#### DATA EXTRACT
::::::::
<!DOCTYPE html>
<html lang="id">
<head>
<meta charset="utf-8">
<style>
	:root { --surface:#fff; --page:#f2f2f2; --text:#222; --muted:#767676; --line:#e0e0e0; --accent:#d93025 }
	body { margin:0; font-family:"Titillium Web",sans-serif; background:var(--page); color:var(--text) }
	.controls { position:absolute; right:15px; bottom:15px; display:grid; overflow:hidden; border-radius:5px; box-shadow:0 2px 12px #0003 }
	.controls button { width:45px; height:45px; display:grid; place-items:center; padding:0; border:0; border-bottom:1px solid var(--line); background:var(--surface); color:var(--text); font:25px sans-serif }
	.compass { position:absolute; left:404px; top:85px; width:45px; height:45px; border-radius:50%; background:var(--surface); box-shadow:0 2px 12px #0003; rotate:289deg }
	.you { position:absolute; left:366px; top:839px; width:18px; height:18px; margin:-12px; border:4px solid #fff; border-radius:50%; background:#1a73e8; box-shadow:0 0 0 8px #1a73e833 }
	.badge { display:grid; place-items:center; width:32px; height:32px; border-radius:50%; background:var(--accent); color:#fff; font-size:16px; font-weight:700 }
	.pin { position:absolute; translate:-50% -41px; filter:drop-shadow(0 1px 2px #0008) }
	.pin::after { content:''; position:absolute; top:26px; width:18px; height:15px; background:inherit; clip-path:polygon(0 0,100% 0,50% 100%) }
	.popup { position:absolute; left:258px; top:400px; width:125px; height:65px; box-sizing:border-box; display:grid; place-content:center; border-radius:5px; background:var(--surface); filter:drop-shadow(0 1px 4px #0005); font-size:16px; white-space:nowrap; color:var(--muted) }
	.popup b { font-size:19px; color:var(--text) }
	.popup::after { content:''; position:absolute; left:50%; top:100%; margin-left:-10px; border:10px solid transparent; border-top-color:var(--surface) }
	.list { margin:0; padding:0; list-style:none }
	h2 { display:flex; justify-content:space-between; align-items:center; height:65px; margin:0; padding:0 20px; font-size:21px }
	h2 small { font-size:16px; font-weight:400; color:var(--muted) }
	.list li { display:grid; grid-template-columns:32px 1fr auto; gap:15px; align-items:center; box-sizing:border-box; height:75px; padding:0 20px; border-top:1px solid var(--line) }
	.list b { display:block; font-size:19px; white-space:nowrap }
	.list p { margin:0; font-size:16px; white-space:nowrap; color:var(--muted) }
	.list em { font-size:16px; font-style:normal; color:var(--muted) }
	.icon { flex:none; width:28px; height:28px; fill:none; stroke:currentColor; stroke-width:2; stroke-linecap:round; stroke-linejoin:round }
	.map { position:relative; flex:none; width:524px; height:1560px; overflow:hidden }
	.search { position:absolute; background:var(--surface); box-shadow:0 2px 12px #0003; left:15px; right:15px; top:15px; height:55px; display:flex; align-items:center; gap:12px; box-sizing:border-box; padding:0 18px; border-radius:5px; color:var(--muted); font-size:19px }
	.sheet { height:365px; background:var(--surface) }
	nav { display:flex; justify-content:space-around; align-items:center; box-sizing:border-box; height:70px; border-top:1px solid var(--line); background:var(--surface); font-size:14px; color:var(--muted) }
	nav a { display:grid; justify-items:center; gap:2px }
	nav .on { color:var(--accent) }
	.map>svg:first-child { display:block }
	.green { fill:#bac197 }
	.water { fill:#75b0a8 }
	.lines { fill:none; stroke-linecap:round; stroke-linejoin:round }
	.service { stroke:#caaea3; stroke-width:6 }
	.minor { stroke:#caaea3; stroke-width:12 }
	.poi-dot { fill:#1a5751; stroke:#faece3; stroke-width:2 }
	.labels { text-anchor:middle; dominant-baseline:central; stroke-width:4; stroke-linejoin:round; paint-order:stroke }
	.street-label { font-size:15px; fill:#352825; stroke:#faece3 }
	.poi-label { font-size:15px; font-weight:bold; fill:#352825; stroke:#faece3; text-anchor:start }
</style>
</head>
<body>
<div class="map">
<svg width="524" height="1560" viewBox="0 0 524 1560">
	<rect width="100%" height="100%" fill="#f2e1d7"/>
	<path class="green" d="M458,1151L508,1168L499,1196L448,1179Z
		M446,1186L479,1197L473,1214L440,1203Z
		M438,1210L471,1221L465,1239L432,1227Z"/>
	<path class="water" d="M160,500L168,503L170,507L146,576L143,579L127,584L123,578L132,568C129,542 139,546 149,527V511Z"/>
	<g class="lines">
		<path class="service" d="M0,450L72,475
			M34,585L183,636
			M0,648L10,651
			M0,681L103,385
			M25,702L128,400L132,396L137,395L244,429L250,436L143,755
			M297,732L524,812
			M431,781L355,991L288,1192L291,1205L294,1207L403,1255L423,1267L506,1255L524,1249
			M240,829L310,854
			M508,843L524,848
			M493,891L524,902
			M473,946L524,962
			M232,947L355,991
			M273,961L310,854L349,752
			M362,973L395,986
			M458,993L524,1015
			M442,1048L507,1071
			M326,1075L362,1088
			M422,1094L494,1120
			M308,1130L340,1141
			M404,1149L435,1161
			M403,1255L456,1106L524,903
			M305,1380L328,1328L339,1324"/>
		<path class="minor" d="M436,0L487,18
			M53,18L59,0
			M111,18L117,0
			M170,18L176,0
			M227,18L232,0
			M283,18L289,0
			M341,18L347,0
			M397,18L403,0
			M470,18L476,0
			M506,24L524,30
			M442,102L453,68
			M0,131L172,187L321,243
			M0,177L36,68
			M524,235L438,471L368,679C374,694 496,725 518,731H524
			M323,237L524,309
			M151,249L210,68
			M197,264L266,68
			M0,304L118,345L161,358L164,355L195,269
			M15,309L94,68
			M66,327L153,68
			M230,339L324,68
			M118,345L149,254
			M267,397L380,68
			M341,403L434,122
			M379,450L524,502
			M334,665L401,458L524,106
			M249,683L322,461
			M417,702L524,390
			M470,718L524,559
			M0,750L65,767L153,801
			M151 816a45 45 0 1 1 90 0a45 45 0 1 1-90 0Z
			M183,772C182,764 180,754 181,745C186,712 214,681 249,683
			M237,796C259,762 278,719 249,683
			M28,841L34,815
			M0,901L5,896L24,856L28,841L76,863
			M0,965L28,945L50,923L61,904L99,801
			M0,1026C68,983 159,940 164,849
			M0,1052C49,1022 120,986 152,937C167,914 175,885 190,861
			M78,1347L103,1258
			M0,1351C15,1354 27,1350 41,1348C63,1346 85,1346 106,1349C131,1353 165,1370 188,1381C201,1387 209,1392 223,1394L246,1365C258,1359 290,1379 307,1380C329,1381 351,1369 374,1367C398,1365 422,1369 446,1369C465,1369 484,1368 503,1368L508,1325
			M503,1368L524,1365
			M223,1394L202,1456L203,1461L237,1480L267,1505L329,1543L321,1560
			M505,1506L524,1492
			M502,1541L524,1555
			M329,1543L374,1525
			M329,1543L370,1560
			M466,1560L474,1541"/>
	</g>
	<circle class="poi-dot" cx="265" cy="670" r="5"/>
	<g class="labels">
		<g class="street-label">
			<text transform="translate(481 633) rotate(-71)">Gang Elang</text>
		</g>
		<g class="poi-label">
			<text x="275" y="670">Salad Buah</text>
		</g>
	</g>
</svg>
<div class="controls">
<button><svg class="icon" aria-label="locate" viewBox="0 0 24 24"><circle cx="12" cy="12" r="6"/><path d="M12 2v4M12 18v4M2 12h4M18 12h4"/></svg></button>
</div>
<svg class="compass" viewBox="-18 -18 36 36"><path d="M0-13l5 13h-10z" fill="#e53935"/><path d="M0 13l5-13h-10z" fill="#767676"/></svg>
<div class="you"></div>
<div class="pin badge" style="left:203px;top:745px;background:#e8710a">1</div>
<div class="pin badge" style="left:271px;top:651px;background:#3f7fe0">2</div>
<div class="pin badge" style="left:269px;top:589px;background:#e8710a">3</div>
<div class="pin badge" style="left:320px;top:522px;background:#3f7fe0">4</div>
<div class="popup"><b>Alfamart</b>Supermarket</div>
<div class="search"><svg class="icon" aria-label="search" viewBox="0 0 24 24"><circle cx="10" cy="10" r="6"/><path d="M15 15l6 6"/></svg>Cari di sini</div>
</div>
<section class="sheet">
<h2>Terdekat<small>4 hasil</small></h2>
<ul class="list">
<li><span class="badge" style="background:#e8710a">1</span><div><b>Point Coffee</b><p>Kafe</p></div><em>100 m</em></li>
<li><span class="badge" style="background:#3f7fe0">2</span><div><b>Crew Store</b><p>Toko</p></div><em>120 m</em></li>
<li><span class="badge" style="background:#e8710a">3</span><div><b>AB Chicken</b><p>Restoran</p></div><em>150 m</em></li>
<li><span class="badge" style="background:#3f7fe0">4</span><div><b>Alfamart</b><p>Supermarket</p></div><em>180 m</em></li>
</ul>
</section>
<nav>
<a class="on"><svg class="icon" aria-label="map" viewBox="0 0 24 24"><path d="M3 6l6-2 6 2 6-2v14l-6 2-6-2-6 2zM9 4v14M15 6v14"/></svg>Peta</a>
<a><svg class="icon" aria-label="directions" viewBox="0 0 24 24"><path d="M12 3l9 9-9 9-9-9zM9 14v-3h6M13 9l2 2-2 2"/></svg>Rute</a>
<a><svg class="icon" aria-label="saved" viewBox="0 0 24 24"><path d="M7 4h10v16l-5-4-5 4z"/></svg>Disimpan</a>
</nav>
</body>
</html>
::::::::
#### EXERCISE DESCRIPTION
Write out, from the lines above, only those from the line with "display:grid; place-items:center; width:32px;" to the line with "position:absolute; translate:-50% -41px;", exactly as given, including the first and the last.

#### RESPONSE TO THIS EXERCISE
	.badge { display:grid; place-items:center; width:32px; height:32px; border-radius:50%; background:var(--accent); color:#fff; font-size:16px; font-weight:700 }
	.pin { position:absolute; translate:-50% -41px; filter:drop-shadow(0 1px 2px #0008) }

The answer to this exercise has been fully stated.